Viúva diz que tiros foram dados ‘a sangue frio’

Marisa Monteiro, viúva de Lucas, ainda se desespera ao lembrar do crime. Ela estava com o marido, juntamente com o cunhado e a cunhada, quando tudo aconteceu. “Quando vem aquela cena em minha cabeça, eu lembro daquilo tudo. Eu fiz de tudo para tirar meu Lucas de lá quando vi aquele cara procurando problema. Não deu tempo de a gente sair de lá. Estou tentando ter forças”, disse Marisa, que estava ao lado da sogra  quando dona Valdeci aceitou conversar com o CORREIO.

De acordo com ela, José Geraldo planejou o crime. “Ele engatilhou a arma, provocou Lauro com um soco e atirou. Era para ser os dois. Ele ia atirar em Lauro, Lucas ia se meter e aí, ele ia atirar em Lucas também. A intenção dele era fazer um assassinato completo ali. Ele estava armado, calculando tudo intencionalmente, ele matou a sangre frio. Ele sorria a todo momento”, disse.

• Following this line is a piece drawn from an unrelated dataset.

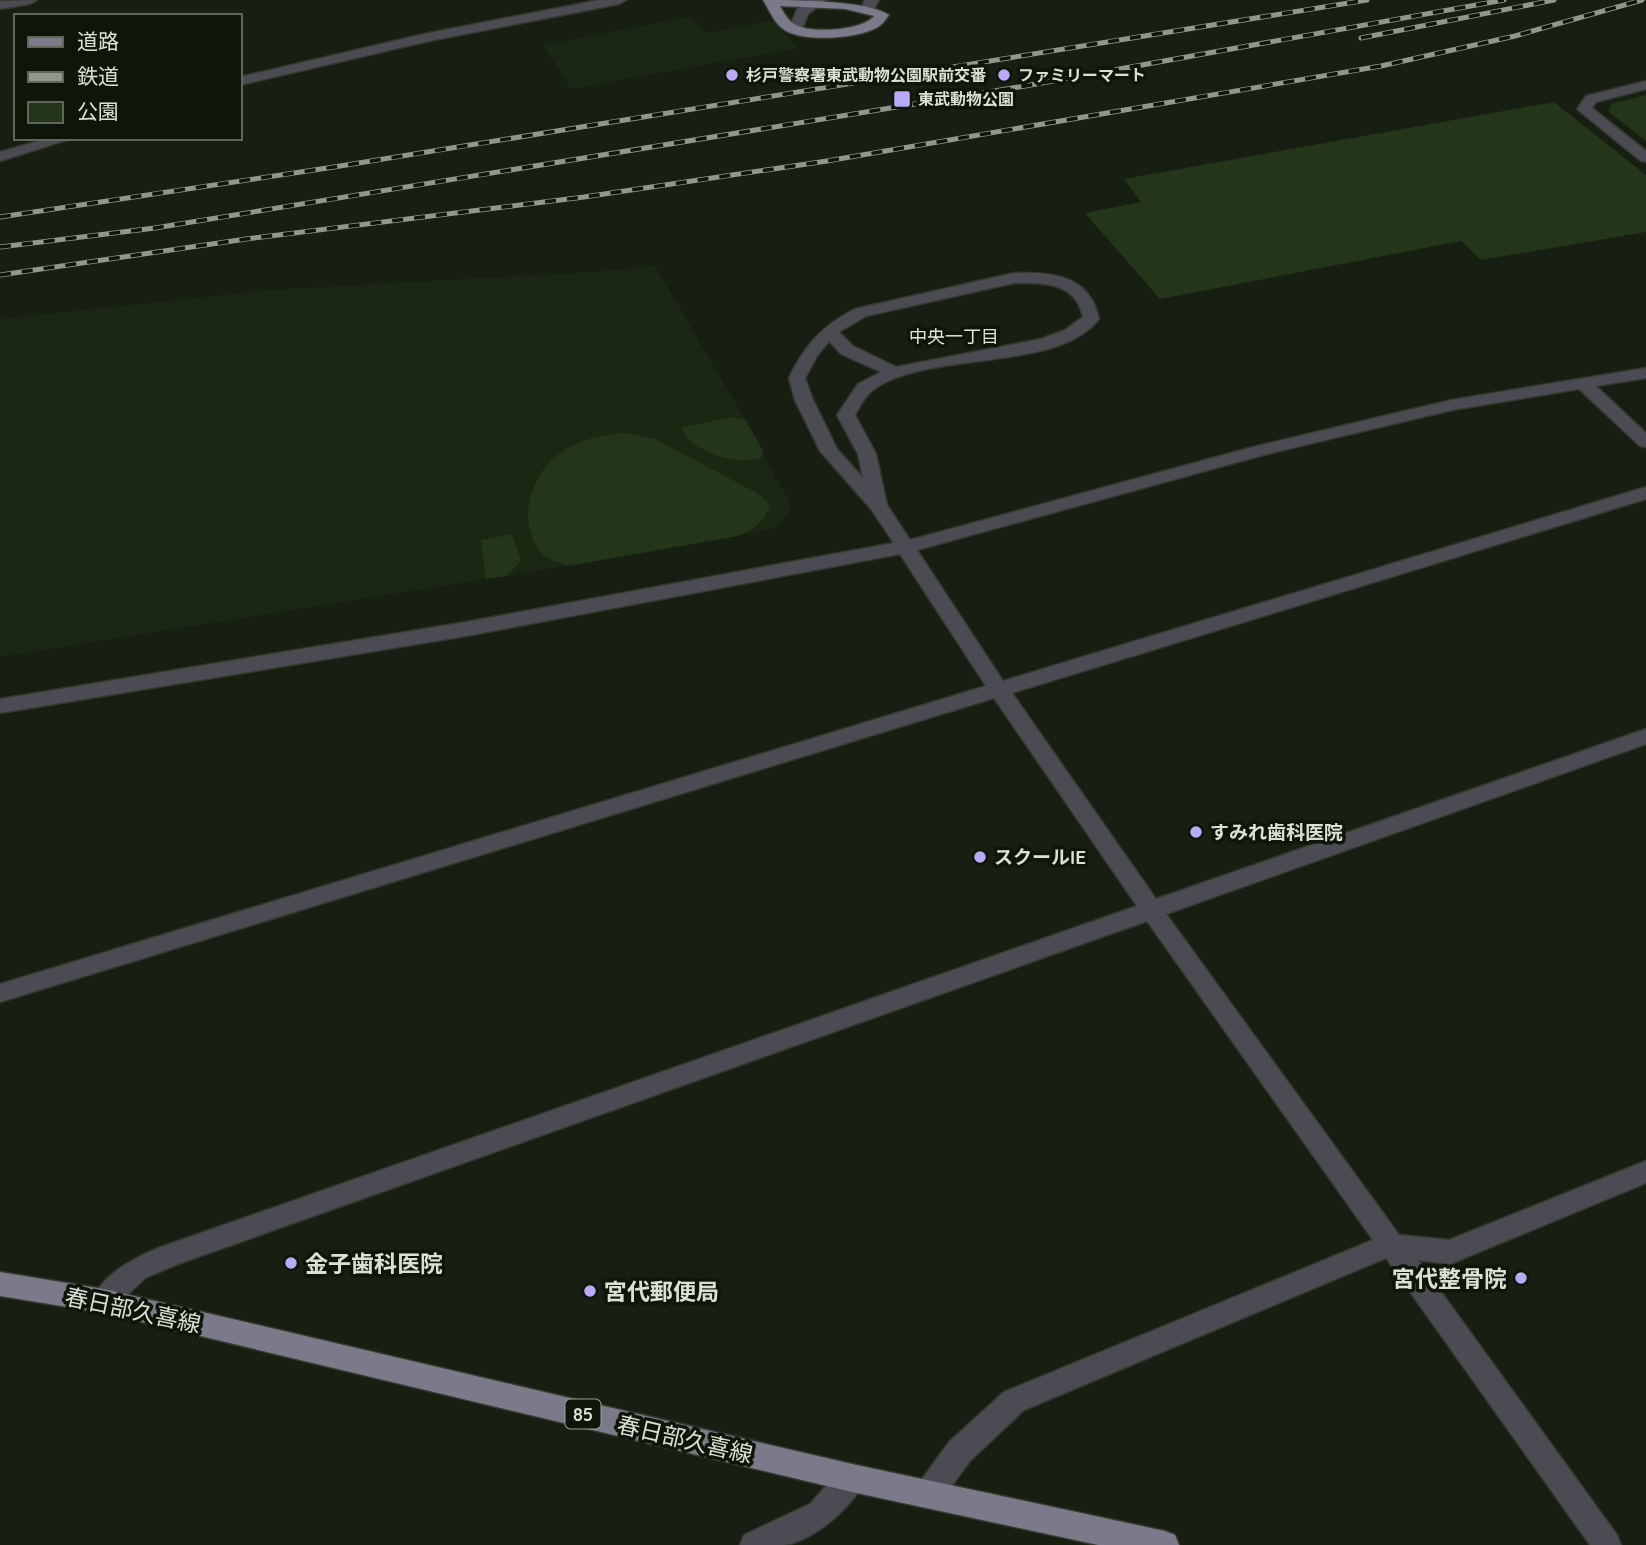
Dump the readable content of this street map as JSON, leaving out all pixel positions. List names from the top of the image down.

Segundo Marisa, nos primeiros dias após o crime, os filhos ficaram sob cuidados de parentes. “O de 4 anos pergunta pelo pai. Eu digo: 'ele virou uma estrela agora'. E ele pensa que à noite o pai dele estará lá [em casa]. A menina, que entende mais, no dia do velório, lá em Santa Inês, disse: ‘mãe, seu rosto está inchado. Vá para casa, deixe que eu fico com o meu pai’. Ela sabe que ele morreu, mas quer entender o motivo”, conta Marisa.

Ela recorda ainda que, na noite do crime, houve muita correria na barraca onde o caso aconteceu. Lucas foi baleado na cabeça e no peito. De acordo com a 39ª Companhia Independente de Polícia Militar (CIPM/Boca do Rio), o Centro Integrado de Comunicações (Cicom) acionou policiais militares da unidade após informações de disparos de arma de fogo no Imbui.